What this task involves:
Search the material for the string "document", then show every line where it turns up.

Exercise data:
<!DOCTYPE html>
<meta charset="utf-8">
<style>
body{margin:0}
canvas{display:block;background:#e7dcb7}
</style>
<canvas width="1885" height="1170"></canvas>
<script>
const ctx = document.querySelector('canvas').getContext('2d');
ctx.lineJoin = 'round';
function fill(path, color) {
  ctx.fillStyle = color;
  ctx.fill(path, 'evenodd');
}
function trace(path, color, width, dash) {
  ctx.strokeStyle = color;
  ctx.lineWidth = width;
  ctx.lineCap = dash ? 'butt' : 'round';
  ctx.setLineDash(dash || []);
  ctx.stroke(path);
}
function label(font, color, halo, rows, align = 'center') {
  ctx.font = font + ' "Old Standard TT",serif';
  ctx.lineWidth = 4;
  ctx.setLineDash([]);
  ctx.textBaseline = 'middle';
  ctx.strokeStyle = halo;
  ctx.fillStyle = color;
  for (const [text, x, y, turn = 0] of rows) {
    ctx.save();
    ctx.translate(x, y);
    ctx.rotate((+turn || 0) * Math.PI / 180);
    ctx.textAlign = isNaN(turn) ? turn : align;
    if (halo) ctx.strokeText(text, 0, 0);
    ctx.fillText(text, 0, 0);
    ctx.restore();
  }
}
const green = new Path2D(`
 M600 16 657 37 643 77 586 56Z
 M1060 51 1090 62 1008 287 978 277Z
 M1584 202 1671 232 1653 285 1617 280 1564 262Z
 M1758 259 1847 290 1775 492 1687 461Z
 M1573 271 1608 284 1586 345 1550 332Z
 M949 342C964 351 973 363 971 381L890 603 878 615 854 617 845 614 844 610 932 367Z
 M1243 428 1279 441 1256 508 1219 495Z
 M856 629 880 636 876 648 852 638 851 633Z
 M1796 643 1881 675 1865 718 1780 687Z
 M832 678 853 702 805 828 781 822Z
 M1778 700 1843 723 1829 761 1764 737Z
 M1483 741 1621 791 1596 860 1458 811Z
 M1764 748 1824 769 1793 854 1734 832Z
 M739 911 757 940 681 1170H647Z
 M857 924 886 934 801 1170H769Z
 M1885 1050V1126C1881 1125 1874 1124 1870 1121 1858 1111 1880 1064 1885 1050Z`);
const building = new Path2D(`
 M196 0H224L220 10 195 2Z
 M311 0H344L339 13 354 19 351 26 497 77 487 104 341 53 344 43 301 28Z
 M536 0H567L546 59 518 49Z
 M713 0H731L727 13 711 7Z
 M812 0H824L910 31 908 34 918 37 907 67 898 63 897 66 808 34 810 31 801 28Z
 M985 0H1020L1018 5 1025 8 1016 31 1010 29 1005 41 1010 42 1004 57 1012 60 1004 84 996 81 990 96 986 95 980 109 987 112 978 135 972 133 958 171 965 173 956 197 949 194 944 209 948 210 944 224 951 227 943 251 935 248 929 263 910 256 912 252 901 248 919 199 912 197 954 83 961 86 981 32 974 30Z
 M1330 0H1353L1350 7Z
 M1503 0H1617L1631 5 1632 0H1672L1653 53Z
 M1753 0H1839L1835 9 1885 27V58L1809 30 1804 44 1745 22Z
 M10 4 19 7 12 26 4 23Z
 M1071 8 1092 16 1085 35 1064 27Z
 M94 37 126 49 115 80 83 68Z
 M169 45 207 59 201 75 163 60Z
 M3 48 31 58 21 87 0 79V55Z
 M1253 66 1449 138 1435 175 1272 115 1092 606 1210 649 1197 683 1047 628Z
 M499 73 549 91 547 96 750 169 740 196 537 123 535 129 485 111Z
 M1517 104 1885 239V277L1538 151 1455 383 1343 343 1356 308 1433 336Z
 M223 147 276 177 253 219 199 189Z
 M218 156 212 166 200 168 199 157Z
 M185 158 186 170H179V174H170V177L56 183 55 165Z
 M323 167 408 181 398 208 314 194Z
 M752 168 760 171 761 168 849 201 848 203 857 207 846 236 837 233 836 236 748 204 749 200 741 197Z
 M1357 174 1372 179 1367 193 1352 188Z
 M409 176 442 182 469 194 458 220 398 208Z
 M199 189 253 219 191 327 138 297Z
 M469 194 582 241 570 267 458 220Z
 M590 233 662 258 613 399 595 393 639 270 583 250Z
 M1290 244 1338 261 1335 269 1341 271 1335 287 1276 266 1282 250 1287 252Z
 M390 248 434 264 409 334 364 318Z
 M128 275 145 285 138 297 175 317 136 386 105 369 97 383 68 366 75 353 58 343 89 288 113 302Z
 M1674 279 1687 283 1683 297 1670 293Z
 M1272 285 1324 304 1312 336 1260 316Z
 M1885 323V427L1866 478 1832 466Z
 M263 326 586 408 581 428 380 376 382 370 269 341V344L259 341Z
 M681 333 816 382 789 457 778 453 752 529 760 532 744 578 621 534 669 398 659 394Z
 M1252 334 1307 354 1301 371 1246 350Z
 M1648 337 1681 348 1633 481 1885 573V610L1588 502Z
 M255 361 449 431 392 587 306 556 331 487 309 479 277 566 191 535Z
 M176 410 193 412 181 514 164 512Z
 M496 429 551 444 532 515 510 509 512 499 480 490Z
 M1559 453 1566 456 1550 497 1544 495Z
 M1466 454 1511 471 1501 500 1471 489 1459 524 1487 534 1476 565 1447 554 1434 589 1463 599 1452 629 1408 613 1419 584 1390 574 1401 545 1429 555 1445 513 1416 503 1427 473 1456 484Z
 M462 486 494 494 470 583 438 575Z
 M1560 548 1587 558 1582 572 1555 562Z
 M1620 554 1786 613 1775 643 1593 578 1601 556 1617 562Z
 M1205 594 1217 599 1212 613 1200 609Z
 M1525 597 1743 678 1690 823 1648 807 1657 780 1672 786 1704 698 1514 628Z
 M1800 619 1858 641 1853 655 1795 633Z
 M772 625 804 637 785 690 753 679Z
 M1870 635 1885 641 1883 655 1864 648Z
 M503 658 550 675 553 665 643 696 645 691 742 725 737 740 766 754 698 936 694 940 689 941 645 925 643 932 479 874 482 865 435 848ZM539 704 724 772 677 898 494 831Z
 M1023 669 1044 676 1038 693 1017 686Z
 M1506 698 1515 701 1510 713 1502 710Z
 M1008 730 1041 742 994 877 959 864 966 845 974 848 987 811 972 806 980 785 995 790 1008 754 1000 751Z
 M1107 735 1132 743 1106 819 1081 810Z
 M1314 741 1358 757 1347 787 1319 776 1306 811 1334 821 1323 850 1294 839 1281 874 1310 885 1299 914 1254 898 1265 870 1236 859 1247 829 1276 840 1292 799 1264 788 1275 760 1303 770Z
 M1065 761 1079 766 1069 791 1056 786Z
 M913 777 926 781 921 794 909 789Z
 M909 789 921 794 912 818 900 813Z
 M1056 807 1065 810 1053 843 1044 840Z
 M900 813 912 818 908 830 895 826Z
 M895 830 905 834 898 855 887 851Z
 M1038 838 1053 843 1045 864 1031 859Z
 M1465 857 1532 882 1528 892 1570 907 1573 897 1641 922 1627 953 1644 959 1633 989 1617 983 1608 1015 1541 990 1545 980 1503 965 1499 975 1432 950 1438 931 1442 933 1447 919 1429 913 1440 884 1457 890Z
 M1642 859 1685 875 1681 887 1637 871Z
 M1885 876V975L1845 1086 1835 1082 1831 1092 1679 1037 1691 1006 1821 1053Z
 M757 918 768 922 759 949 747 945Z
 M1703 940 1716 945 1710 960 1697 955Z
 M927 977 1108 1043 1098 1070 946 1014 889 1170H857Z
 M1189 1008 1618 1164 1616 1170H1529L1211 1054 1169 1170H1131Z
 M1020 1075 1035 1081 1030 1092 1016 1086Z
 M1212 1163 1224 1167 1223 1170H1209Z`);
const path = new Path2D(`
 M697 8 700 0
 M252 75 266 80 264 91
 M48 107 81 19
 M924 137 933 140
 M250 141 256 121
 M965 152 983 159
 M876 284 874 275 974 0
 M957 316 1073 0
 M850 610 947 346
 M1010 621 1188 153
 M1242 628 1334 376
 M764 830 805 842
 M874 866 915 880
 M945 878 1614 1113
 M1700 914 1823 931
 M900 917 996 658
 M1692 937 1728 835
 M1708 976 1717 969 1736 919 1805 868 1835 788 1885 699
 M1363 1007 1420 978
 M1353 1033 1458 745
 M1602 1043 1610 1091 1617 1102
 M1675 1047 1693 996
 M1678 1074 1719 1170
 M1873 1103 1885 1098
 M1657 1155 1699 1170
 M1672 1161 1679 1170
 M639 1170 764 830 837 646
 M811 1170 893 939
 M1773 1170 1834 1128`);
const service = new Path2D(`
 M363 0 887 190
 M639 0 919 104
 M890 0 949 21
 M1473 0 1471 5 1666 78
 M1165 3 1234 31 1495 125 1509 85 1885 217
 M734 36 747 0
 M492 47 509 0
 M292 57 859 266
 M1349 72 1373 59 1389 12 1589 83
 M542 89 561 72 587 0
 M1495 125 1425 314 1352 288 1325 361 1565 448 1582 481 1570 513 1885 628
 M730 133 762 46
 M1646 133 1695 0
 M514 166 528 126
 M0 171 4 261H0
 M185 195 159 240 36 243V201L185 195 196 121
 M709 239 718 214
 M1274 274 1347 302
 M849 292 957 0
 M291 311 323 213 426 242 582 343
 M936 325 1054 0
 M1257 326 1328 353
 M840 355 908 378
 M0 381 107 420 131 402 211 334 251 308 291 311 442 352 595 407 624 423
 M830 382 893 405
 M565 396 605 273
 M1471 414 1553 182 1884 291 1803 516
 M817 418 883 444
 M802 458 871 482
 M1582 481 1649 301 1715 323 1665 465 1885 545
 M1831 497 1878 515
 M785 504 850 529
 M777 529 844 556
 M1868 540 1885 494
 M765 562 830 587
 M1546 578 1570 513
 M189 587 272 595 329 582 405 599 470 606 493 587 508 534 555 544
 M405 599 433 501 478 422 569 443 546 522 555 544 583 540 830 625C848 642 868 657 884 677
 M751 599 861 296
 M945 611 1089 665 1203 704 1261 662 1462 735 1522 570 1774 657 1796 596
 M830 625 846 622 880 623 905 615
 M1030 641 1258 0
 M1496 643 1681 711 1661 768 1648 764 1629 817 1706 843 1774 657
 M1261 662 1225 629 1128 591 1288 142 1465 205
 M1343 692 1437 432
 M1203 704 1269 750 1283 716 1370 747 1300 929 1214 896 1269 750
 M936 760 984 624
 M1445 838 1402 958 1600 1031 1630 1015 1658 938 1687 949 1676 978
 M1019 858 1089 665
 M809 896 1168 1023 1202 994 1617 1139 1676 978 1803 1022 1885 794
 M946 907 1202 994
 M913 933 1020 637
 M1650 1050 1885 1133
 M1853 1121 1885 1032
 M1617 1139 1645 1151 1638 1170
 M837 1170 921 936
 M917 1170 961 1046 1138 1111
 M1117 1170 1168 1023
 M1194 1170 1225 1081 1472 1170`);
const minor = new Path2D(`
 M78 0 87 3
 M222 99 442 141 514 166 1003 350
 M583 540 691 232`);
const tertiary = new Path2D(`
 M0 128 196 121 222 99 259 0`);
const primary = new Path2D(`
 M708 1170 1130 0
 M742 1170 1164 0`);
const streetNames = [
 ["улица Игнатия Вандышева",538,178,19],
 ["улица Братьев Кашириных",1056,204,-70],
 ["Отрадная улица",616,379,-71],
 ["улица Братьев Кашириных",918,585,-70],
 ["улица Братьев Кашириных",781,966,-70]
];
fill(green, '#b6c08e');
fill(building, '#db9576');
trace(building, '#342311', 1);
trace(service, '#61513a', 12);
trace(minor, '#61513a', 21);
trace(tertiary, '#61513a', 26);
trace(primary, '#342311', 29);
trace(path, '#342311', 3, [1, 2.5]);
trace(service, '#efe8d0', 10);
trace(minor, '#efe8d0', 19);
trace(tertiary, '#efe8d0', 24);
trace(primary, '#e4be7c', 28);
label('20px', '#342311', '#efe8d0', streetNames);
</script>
---
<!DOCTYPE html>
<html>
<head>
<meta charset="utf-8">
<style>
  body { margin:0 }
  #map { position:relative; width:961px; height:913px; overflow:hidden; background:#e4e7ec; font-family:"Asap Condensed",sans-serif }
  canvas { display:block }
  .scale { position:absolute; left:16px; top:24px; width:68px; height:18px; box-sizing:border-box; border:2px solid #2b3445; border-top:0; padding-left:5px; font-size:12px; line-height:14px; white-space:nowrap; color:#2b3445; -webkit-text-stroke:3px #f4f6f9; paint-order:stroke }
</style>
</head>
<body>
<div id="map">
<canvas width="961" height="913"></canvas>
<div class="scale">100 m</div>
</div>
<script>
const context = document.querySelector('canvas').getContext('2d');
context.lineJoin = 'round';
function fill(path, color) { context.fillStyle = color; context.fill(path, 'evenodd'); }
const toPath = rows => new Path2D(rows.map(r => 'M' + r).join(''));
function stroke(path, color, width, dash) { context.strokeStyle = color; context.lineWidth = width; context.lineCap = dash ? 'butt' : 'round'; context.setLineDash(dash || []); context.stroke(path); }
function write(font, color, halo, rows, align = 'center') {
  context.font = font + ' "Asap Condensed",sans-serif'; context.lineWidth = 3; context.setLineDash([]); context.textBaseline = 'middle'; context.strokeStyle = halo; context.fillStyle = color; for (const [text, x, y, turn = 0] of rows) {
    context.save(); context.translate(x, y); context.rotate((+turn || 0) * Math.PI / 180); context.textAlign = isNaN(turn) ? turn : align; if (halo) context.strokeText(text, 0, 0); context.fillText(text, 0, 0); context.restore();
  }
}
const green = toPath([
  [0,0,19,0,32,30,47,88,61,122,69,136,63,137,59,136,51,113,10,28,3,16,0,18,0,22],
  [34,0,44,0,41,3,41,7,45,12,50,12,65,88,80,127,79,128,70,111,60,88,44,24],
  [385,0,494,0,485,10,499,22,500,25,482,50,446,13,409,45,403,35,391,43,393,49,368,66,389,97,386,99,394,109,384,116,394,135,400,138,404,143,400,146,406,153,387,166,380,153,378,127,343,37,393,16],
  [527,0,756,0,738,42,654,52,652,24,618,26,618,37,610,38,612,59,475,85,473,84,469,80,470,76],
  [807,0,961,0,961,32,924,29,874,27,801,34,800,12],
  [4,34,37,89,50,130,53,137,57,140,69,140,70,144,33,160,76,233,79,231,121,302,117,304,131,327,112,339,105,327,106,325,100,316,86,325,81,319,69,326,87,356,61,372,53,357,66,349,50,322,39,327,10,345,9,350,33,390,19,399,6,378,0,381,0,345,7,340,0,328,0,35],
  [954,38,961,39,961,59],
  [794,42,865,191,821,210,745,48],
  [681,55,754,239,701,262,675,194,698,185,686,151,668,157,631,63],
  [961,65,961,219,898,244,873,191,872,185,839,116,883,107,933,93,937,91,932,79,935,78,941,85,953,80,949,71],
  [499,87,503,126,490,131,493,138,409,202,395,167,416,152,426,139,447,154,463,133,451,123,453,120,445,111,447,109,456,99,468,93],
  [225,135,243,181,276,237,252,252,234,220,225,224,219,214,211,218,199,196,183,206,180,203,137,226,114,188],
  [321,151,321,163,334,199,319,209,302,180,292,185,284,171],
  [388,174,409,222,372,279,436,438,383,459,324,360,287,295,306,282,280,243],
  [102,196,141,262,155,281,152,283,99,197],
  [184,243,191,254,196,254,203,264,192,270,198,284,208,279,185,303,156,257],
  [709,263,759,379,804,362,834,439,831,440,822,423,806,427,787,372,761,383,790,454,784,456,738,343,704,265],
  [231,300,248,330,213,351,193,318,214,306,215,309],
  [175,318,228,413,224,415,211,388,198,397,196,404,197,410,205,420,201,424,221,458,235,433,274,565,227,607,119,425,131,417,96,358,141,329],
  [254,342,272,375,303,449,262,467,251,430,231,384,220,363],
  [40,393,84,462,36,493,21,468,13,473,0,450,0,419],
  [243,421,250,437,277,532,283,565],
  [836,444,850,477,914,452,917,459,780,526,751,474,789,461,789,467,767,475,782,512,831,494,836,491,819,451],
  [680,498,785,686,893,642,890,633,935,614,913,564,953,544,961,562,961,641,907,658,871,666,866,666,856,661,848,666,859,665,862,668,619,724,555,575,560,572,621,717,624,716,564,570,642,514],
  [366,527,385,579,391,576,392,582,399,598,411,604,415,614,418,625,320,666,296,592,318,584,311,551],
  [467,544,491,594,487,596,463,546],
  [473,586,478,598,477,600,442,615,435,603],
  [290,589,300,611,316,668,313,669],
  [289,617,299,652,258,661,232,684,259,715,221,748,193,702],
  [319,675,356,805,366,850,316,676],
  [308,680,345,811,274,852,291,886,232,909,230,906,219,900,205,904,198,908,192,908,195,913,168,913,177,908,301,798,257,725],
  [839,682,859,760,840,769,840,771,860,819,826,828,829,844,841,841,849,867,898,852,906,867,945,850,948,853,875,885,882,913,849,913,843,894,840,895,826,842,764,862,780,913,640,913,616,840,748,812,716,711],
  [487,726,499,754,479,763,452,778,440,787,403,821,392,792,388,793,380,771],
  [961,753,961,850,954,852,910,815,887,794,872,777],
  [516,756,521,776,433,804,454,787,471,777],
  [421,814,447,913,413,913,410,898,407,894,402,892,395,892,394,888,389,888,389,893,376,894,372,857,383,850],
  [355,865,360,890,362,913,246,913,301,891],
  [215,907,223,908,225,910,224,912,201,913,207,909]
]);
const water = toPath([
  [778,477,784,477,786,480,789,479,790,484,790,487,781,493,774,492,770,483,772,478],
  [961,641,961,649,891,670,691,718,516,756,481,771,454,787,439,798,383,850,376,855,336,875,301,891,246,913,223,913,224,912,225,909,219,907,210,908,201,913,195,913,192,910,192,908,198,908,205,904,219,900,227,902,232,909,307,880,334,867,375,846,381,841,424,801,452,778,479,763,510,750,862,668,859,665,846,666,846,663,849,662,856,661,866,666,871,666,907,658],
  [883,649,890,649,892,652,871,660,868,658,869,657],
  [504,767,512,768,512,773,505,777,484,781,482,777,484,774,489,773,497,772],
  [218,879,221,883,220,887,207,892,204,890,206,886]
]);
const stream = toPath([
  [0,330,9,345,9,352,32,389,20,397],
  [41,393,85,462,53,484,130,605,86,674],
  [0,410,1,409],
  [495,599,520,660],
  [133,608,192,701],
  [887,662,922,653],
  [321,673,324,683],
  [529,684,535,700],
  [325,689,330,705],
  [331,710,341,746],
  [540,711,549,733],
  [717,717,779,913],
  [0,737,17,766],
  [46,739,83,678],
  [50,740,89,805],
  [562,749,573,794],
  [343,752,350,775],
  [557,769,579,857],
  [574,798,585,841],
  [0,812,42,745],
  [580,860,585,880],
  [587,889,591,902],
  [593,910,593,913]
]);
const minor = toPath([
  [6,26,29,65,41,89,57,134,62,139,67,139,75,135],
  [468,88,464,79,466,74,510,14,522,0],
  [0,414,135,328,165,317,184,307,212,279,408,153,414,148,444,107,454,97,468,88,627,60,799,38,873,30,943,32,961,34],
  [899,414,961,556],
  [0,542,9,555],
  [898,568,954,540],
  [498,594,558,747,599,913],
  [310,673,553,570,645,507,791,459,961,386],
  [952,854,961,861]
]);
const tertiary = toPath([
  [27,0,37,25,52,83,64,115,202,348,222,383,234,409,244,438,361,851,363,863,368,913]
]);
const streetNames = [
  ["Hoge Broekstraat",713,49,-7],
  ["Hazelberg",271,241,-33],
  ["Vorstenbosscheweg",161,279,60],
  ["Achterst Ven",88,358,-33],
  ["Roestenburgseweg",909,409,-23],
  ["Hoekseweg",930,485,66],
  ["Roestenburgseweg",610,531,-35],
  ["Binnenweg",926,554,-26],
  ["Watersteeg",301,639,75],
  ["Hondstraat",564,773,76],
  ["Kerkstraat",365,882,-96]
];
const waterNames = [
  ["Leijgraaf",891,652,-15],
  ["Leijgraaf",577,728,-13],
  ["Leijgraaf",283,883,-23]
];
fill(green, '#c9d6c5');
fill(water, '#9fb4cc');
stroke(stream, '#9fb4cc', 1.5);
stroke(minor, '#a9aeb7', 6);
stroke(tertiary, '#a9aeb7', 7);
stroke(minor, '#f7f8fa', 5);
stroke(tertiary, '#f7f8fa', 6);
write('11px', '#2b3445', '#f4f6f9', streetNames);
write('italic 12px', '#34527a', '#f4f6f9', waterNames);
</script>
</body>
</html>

Response to the task:
const ctx = document.querySelector('canvas').getContext('2d');
const context = document.querySelector('canvas').getContext('2d');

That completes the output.